§ **Try it**
The answer must consist of every line from the data that holds the string "setLineDash".

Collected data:
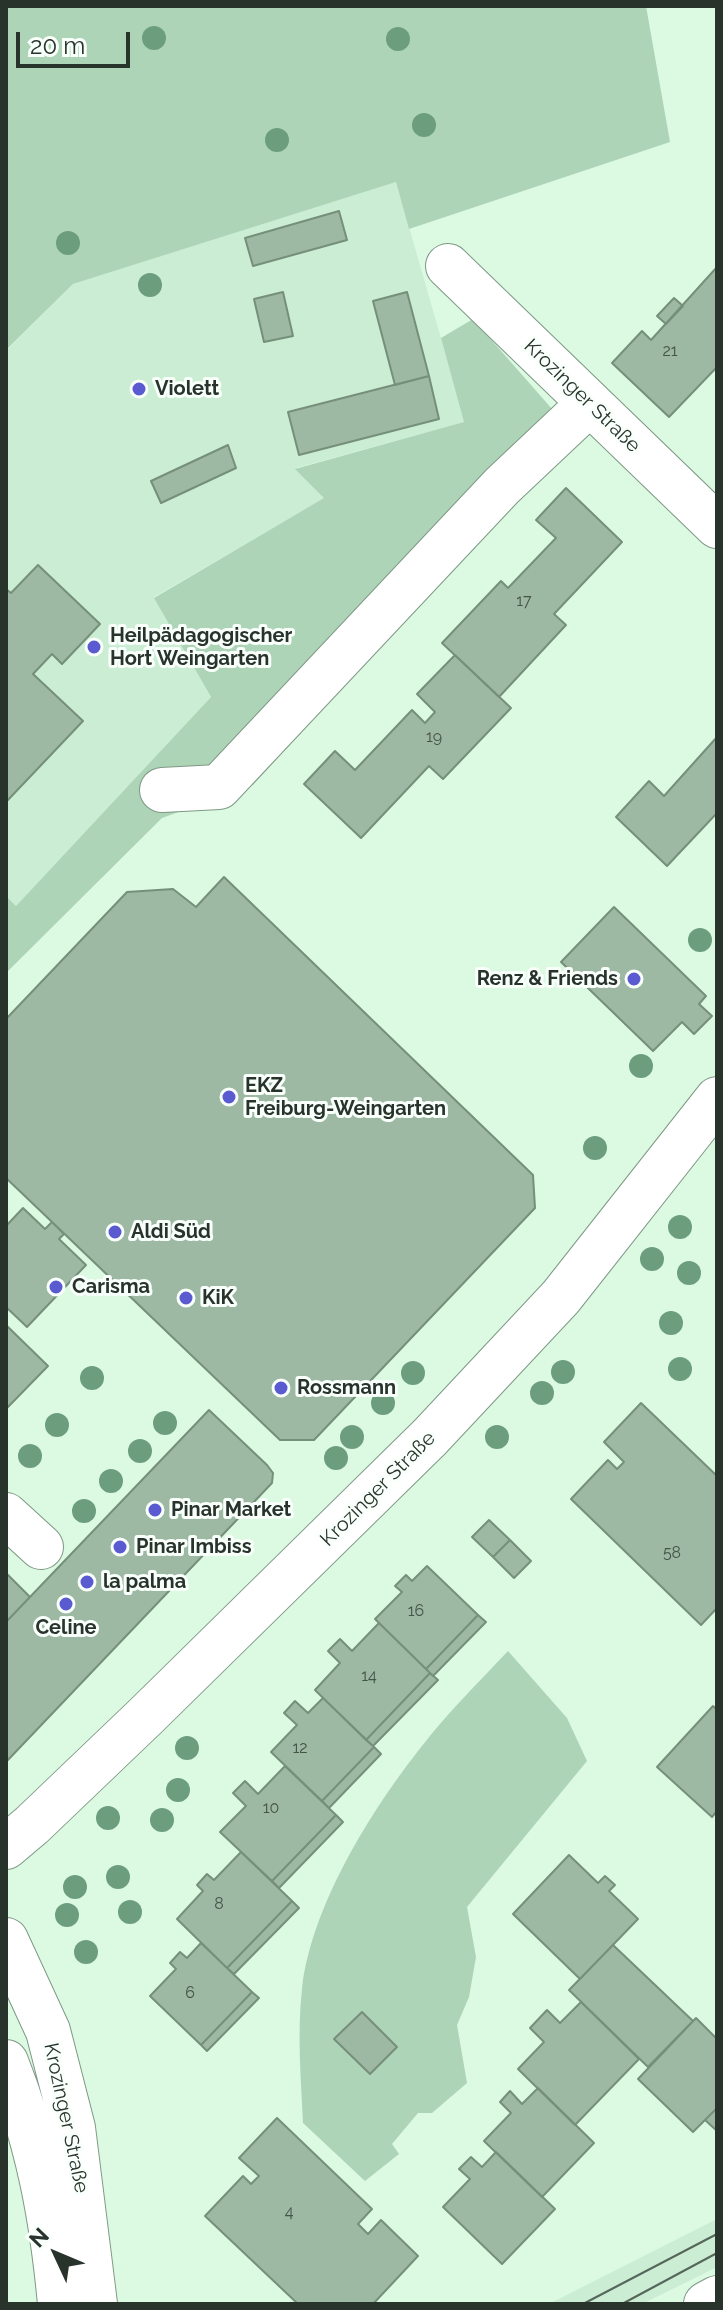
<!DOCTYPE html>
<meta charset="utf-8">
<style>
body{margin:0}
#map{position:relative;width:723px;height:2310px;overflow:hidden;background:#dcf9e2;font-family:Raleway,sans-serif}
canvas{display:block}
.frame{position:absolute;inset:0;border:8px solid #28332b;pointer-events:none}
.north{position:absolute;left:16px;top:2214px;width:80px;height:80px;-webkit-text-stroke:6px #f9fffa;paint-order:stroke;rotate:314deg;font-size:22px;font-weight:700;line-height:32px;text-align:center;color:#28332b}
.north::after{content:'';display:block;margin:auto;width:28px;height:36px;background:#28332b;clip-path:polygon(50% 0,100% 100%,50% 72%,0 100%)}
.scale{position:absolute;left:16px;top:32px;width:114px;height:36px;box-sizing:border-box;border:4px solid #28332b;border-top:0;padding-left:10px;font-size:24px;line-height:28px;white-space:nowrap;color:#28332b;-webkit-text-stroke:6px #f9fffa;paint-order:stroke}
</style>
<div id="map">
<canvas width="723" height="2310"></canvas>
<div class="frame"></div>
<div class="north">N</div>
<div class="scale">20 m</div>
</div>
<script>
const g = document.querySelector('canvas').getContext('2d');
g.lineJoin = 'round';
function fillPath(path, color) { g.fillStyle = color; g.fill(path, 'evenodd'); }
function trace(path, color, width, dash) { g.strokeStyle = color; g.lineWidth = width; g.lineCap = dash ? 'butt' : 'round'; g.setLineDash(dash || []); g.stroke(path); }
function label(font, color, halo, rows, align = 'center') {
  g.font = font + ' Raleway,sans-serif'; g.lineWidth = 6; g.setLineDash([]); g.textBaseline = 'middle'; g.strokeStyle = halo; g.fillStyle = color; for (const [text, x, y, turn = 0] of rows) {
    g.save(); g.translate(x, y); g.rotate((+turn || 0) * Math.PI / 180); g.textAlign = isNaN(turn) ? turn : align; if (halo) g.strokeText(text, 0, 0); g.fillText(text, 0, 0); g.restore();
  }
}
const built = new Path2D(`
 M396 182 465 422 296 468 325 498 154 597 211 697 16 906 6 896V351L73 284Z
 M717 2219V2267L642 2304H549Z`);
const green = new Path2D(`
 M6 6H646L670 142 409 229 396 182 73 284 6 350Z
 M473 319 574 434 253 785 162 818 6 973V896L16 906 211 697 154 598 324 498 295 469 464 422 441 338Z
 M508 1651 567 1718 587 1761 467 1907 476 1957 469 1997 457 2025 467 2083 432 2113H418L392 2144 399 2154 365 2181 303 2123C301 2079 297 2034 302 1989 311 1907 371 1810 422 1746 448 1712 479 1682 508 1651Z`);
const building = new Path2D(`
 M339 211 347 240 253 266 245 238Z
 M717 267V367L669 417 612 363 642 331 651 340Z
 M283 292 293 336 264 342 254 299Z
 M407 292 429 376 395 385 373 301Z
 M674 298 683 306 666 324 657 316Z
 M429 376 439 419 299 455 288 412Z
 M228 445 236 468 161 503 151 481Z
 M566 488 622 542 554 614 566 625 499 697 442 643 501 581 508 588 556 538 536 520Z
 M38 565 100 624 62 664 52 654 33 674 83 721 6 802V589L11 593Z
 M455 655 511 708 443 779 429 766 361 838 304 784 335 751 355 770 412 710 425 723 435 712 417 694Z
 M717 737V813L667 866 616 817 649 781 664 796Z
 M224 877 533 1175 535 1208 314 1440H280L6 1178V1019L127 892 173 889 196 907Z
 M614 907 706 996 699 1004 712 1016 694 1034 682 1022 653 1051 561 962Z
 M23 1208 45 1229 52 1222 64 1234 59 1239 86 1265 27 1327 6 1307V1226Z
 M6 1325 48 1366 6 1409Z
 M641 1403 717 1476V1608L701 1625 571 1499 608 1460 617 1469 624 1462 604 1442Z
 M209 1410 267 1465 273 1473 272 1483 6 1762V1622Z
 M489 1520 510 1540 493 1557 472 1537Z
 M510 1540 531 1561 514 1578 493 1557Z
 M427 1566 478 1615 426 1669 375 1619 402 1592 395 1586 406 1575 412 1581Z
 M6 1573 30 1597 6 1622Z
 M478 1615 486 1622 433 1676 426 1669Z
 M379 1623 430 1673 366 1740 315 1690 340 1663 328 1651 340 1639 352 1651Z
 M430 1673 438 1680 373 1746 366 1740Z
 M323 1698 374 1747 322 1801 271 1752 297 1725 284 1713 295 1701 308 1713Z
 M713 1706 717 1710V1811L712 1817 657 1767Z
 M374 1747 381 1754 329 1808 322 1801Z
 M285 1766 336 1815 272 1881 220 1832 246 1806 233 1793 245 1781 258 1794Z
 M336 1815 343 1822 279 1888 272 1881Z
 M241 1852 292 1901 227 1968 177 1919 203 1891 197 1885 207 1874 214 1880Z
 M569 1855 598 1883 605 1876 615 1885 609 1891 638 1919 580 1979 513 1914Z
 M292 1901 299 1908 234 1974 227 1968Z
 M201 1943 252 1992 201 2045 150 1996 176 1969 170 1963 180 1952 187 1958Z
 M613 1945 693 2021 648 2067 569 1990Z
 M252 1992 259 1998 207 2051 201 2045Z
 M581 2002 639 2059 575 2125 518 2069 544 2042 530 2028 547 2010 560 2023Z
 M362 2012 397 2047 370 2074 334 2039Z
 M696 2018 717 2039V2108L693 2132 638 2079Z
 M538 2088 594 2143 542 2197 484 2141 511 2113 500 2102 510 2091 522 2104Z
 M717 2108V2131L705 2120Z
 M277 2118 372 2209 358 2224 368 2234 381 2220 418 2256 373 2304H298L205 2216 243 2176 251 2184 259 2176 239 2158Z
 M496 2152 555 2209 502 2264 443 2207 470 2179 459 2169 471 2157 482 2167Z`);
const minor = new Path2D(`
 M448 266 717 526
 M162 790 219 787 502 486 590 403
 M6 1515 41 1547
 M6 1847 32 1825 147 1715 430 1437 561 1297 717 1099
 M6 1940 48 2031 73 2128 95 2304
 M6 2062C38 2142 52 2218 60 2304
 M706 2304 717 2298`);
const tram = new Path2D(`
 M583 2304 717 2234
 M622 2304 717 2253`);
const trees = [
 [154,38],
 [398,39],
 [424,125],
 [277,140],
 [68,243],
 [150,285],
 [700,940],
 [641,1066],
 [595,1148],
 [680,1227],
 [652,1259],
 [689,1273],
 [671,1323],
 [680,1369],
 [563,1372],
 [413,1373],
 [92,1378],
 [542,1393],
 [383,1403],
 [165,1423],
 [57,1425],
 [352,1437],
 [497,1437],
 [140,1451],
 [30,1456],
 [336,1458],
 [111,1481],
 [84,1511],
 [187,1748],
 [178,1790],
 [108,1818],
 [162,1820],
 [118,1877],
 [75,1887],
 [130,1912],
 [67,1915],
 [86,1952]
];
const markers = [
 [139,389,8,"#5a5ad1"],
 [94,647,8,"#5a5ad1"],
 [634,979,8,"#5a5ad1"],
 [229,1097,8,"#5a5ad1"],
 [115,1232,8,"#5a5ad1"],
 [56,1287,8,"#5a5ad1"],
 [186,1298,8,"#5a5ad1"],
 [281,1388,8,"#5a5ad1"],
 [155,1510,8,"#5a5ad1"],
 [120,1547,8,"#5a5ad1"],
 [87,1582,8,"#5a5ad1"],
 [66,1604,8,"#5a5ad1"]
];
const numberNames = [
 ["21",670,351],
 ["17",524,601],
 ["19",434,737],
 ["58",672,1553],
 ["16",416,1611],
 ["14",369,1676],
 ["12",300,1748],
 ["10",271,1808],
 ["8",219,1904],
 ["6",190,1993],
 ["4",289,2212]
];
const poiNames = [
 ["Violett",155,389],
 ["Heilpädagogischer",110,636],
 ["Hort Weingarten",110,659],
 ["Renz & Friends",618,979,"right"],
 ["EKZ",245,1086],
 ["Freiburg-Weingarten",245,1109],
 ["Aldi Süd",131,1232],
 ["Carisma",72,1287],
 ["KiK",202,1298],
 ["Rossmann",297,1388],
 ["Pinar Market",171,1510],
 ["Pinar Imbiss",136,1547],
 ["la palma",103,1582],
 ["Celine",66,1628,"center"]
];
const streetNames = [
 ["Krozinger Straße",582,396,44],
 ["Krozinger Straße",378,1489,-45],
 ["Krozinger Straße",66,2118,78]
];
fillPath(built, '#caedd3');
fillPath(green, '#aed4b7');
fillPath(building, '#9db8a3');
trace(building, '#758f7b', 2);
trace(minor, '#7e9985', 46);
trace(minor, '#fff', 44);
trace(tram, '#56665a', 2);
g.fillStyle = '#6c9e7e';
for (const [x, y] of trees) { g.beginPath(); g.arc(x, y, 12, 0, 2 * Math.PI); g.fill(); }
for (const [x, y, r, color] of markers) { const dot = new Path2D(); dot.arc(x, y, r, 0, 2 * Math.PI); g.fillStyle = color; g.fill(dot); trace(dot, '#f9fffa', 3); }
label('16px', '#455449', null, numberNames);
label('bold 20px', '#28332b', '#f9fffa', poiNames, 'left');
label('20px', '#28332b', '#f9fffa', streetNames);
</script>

§ **Response below**
function trace(path, color, width, dash) { g.strokeStyle = color; g.lineWidth = width; g.lineCap = dash ? 'butt' : 'round'; g.setLineDash(dash || []); g.stroke(path); }
  g.font = font + ' Raleway,sans-serif'; g.lineWidth = 6; g.setLineDash([]); g.textBaseline = 'middle'; g.strokeStyle = halo; g.fillStyle = color; for (const [text, x, y, turn = 0] of rows) {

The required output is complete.